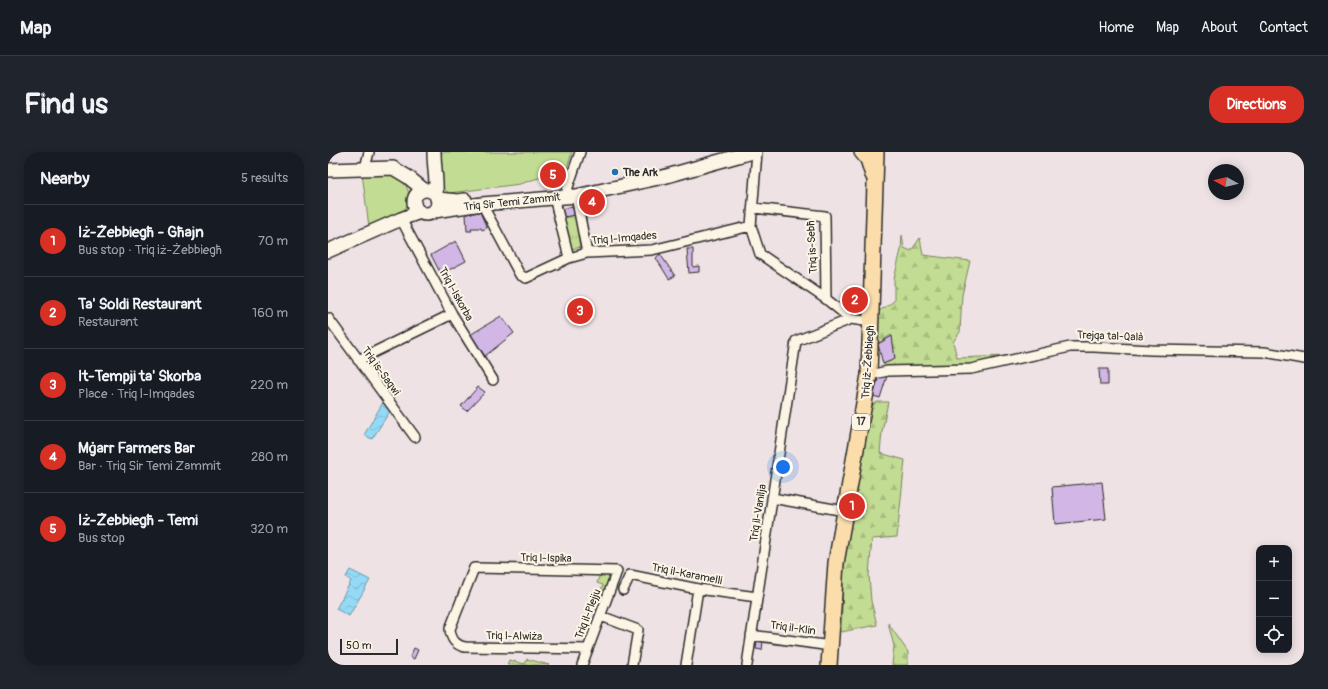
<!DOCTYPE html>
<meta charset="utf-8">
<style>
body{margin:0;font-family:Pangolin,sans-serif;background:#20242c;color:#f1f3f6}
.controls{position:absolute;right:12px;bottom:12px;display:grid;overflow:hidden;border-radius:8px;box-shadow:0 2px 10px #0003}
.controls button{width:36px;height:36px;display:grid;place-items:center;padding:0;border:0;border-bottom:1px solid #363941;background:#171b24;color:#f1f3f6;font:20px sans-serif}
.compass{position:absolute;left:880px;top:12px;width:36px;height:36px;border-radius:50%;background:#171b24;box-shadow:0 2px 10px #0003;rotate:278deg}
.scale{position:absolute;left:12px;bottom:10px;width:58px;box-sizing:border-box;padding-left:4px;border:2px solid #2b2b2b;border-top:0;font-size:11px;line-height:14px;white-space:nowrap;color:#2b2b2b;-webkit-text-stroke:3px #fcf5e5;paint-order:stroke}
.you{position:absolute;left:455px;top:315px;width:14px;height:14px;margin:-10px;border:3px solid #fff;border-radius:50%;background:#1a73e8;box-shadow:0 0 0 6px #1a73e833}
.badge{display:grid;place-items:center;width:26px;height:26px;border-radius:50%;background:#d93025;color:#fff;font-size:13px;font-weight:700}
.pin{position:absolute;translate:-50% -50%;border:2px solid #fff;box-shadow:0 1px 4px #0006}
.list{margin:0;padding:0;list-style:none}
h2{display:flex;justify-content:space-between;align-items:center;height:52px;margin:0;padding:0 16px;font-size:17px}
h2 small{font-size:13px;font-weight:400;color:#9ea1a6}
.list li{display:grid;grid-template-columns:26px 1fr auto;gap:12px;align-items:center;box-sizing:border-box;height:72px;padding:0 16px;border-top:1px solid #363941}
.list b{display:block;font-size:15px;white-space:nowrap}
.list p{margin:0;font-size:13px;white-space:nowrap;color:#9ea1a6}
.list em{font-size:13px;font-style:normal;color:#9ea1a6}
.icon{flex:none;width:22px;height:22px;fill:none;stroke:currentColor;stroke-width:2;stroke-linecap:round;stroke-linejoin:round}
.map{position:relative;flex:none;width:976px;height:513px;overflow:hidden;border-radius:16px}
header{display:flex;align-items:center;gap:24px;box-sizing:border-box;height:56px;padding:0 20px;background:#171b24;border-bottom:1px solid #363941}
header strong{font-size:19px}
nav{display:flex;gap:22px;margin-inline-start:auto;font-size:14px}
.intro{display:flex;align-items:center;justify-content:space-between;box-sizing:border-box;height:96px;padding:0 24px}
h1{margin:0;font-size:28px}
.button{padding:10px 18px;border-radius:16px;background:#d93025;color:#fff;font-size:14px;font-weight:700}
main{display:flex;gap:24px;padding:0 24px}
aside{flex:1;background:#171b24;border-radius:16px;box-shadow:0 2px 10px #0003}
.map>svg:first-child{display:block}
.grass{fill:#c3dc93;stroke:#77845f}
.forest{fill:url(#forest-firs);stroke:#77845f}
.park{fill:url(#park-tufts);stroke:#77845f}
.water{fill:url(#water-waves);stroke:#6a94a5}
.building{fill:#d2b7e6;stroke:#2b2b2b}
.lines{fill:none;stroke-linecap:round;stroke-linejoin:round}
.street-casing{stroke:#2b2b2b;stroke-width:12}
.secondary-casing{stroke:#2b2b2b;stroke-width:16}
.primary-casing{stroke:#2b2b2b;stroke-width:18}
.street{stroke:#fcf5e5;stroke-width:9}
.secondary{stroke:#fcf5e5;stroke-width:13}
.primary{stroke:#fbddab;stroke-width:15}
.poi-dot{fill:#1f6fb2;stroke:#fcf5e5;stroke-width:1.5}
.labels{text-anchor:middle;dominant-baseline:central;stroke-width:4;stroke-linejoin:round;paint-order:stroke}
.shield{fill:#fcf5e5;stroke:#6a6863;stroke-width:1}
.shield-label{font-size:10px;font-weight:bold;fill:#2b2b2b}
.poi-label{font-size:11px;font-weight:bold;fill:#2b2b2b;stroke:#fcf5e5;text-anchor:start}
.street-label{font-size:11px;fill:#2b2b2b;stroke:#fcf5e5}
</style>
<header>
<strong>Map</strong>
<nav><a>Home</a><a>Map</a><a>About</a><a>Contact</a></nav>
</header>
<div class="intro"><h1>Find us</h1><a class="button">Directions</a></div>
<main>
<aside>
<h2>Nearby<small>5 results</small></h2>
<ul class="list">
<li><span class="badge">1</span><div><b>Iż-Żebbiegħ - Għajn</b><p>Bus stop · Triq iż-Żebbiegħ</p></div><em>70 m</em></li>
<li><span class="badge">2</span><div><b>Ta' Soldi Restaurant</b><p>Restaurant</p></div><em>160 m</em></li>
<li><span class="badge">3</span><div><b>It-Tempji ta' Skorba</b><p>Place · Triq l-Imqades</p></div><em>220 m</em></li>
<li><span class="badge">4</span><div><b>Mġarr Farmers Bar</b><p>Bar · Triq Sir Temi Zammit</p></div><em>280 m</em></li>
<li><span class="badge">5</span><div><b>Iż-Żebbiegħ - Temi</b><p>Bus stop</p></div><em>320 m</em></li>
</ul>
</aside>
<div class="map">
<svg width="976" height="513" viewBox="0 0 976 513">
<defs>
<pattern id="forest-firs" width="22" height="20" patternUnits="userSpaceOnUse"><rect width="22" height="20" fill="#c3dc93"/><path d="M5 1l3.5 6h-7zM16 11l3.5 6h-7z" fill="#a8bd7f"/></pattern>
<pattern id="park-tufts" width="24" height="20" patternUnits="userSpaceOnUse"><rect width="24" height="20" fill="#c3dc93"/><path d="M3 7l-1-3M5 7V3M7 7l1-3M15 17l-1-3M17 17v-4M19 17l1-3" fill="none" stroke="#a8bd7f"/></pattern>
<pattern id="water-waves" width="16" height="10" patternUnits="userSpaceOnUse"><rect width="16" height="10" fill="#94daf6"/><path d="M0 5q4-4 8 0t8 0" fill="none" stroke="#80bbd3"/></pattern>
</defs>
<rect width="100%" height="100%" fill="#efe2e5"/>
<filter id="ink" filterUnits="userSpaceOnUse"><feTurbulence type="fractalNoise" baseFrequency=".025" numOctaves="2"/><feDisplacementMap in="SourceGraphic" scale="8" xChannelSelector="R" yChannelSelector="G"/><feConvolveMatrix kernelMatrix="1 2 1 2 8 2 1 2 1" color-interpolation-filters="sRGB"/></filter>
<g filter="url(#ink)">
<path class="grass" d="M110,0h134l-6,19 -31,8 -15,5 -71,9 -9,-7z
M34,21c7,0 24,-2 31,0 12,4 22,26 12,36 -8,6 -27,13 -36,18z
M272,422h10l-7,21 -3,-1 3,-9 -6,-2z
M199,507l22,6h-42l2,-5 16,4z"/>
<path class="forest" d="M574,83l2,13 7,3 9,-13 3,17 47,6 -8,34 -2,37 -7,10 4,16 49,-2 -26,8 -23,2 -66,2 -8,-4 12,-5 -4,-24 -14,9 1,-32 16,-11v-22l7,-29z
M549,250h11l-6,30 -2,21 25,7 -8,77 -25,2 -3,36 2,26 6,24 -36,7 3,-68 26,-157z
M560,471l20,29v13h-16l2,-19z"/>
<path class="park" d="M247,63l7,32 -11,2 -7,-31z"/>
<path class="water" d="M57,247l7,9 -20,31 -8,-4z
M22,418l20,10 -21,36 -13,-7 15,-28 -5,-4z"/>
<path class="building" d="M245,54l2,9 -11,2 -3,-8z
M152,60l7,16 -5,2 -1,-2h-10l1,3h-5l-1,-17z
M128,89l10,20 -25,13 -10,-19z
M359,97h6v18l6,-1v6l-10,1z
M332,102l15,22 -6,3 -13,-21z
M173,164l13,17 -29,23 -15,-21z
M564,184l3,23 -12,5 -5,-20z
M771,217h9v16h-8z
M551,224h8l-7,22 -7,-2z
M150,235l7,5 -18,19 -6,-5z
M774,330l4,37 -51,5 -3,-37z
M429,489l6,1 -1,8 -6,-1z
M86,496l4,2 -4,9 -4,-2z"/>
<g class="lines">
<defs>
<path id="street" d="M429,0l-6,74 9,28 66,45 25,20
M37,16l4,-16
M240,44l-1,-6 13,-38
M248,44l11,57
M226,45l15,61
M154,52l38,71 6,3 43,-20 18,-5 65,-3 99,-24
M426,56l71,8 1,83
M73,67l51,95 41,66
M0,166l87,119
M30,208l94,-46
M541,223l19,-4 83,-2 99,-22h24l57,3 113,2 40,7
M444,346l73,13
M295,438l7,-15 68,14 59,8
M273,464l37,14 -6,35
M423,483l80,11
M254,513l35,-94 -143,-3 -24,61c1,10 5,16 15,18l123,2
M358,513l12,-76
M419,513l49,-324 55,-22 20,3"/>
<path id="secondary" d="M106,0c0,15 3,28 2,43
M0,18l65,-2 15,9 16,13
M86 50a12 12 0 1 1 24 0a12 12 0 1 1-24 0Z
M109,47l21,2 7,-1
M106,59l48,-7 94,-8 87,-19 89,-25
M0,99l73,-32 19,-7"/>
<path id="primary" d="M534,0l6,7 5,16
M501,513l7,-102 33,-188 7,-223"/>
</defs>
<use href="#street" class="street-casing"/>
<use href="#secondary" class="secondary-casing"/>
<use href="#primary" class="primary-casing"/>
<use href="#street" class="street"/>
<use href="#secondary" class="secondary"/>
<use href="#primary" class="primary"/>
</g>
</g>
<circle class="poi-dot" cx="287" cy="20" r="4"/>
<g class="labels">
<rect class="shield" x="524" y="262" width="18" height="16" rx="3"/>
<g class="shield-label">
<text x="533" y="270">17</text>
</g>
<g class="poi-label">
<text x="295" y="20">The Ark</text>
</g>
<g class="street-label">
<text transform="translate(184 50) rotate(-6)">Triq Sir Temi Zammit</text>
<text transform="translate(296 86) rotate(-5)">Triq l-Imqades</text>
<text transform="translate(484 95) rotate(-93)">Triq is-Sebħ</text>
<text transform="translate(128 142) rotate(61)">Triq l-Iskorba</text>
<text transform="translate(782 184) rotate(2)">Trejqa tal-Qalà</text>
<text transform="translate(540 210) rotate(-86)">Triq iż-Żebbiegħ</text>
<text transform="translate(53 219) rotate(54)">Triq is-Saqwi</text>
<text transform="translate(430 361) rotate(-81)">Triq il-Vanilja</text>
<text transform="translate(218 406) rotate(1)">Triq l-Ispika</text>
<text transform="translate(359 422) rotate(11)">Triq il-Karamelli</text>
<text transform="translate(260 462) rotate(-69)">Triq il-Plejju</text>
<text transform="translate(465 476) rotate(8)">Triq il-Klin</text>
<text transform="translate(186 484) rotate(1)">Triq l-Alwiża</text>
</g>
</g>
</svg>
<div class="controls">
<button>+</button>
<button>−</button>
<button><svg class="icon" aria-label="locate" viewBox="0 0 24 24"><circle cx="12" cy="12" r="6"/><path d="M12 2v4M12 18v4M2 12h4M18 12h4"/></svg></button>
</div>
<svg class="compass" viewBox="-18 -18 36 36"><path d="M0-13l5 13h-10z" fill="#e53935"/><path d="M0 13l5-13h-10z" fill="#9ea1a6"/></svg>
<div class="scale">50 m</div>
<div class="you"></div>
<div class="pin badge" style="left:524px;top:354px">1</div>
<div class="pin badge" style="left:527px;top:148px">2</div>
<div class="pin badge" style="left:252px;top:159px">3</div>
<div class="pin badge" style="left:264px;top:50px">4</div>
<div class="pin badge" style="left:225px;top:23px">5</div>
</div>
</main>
═══
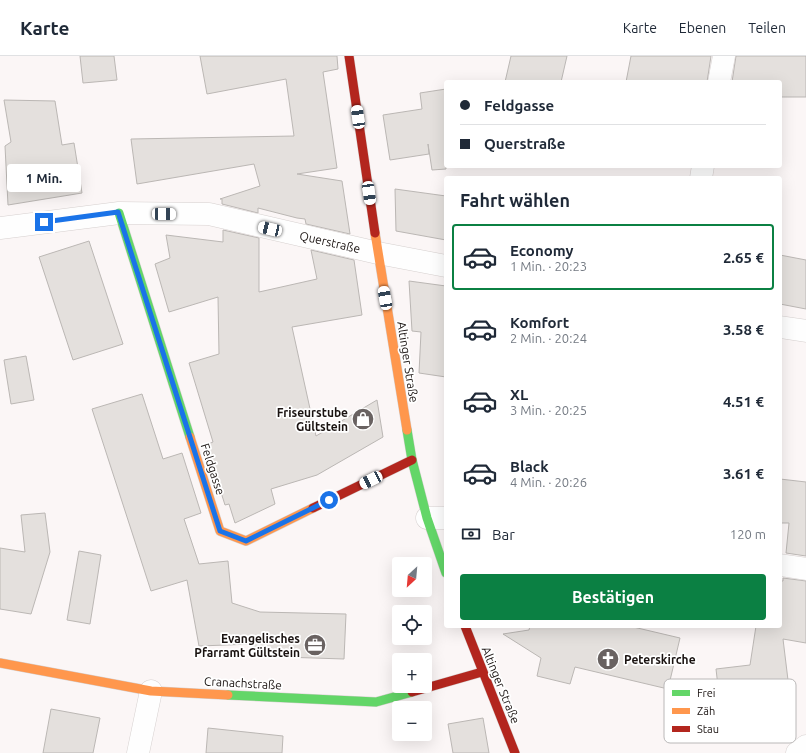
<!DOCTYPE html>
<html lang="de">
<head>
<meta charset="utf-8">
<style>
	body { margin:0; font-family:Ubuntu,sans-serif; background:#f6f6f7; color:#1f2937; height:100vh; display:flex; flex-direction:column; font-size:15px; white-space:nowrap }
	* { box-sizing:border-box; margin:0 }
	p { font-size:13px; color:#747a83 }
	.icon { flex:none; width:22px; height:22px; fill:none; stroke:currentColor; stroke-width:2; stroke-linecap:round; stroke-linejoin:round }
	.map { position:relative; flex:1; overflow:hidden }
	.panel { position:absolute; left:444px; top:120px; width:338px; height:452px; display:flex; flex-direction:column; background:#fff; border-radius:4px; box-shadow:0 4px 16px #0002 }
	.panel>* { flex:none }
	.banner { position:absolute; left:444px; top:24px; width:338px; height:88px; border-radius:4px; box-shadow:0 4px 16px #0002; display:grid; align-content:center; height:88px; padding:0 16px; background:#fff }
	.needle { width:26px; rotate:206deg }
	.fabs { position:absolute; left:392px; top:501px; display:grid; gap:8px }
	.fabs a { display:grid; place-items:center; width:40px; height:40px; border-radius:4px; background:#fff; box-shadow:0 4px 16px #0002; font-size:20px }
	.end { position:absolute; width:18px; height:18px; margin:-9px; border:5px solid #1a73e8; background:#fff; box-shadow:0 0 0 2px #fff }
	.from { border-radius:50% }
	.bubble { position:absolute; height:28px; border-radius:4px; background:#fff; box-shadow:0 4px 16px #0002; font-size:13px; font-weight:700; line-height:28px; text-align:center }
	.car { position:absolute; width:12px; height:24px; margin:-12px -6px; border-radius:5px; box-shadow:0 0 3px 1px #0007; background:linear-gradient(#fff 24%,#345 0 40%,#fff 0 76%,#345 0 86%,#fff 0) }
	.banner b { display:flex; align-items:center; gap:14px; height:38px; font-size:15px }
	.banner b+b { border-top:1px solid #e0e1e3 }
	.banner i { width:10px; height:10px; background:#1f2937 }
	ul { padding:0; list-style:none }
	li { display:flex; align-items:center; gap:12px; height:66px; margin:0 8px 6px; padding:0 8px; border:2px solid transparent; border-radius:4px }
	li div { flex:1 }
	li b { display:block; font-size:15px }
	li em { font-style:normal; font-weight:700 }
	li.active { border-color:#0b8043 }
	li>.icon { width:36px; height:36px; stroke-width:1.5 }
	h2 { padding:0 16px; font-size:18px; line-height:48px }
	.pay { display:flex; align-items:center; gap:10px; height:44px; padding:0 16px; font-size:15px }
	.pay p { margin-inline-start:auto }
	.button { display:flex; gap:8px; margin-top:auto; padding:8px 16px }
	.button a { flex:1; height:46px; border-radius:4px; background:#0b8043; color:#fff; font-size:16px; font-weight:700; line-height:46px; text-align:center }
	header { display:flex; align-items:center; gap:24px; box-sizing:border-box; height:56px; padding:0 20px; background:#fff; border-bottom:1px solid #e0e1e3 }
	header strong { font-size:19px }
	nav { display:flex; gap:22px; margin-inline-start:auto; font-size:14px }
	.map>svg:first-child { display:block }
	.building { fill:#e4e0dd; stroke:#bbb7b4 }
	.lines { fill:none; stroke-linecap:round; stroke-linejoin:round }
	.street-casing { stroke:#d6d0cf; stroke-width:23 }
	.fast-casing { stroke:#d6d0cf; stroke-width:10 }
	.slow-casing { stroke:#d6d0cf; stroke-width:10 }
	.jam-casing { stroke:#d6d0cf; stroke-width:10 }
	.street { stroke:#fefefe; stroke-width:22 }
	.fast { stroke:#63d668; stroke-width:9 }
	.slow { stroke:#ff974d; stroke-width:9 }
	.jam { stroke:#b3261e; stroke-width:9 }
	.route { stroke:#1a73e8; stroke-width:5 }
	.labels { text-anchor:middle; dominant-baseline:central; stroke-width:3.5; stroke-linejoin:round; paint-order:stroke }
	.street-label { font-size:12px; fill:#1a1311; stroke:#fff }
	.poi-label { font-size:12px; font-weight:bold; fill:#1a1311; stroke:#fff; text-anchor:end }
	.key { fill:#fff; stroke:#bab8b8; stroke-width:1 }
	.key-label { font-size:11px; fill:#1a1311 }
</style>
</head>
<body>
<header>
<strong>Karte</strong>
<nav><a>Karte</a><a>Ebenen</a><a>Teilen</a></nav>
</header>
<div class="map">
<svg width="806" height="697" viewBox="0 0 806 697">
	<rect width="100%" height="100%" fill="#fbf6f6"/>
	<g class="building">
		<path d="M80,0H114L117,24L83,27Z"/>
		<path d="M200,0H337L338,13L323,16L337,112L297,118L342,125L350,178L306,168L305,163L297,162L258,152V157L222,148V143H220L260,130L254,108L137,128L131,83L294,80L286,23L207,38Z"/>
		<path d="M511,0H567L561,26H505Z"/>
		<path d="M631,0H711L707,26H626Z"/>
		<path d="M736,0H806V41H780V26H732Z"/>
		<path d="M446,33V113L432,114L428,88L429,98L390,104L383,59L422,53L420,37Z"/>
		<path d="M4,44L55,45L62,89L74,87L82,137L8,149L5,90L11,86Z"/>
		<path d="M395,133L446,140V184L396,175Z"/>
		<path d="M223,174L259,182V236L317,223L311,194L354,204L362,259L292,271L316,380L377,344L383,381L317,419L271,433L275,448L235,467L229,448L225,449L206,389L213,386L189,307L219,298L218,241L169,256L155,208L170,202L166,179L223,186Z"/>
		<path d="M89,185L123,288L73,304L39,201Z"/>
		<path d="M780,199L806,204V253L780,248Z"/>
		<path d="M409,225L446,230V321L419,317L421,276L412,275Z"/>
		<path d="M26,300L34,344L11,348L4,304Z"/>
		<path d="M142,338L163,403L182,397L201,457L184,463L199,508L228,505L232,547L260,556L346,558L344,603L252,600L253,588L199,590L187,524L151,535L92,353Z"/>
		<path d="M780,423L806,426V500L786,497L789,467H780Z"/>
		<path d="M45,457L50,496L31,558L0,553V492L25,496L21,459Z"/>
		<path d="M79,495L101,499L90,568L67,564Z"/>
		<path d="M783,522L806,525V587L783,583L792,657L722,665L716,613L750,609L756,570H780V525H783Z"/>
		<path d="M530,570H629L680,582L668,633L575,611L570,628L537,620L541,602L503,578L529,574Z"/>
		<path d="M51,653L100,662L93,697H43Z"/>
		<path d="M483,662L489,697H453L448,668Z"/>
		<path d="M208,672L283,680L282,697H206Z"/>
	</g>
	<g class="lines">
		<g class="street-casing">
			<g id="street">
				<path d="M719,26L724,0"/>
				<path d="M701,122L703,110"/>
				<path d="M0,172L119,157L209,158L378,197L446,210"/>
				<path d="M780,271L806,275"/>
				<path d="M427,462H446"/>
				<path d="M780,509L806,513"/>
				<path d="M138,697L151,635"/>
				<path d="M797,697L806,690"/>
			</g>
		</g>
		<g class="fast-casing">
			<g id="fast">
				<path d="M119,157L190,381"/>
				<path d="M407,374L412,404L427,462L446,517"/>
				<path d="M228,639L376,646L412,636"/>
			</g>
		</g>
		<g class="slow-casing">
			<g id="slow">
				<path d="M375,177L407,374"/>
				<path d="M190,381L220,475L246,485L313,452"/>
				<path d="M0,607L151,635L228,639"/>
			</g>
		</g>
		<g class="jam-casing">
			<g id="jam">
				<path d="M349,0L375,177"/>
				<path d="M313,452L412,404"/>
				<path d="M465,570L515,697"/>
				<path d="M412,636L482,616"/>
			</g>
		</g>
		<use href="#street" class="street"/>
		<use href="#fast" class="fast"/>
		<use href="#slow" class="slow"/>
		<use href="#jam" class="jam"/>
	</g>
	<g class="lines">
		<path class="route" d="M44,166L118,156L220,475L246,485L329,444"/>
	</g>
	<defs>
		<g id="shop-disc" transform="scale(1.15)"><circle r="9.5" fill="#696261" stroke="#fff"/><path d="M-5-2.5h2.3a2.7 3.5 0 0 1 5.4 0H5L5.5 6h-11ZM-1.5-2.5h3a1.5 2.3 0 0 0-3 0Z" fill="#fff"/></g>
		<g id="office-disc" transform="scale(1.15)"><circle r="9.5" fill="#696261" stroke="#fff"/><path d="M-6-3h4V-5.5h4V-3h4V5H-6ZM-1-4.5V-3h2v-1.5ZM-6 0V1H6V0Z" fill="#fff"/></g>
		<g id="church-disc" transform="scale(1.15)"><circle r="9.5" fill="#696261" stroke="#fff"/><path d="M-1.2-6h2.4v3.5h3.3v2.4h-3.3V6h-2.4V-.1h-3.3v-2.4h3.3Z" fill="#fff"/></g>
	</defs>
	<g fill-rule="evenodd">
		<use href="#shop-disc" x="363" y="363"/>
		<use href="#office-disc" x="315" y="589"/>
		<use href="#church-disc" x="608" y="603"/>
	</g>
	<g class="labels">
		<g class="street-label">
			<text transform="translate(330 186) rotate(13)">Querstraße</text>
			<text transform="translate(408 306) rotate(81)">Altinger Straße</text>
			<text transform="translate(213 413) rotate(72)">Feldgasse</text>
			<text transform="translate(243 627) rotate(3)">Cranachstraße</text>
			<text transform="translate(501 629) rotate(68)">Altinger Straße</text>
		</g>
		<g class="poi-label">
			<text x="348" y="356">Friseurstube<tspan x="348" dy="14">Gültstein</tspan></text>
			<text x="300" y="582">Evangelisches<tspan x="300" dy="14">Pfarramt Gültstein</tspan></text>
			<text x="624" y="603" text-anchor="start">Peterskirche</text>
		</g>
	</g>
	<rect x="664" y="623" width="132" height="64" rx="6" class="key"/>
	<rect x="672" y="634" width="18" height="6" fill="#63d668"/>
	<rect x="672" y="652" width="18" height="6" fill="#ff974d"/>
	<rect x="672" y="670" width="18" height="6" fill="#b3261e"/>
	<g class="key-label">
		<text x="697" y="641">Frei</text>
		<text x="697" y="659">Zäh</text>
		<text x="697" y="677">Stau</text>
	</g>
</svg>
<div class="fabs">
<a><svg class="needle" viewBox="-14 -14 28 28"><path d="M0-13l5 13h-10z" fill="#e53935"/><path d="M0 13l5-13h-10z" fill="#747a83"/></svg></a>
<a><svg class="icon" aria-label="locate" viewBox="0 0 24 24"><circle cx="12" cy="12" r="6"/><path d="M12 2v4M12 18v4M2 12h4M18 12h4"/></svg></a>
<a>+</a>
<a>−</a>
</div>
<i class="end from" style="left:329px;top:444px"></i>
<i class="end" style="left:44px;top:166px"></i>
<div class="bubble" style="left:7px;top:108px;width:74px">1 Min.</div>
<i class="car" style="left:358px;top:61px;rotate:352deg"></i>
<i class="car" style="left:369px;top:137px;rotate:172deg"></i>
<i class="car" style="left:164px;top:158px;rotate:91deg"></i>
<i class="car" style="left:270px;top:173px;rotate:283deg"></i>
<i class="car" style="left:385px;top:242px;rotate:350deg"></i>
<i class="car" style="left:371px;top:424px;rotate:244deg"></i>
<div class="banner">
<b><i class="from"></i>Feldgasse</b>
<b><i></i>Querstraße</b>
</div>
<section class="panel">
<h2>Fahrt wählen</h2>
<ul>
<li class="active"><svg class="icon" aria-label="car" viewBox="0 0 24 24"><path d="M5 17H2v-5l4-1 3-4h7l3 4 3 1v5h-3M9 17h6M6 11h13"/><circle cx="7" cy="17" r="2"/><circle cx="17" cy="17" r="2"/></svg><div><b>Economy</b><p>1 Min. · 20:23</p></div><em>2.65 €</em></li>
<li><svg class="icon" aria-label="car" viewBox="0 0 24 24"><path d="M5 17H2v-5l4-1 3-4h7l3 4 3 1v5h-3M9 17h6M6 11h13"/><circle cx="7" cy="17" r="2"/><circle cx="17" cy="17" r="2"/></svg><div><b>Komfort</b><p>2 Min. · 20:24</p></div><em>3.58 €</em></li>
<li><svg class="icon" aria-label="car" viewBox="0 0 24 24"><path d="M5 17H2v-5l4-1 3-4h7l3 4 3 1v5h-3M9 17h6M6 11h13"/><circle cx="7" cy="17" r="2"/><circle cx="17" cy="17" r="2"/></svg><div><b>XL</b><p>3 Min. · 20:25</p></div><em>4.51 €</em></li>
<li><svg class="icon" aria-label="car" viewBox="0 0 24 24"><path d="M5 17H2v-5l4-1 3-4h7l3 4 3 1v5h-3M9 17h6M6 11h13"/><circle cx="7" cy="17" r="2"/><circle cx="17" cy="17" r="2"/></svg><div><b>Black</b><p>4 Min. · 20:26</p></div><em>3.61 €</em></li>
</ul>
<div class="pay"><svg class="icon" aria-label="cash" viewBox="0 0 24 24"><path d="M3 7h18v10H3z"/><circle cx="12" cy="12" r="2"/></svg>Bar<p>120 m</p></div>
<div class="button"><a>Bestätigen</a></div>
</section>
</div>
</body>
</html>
═══
Instructions for the task: Return each line of the entries that holds the string "filter".

Solution to the exercise:
<filter id="ink" filterUnits="userSpaceOnUse"><feTurbulence type="fractalNoise" baseFrequency=".025" numOctaves="2"/><feDisplacementMap in="SourceGraphic" scale="8" xChannelSelector="R" yChannelSelector="G"/><feConvolveMatrix kernelMatrix="1 2 1 2 8 2 1 2 1" color-interpolation-filters="sRGB"/></filter>
<g filter="url(#ink)">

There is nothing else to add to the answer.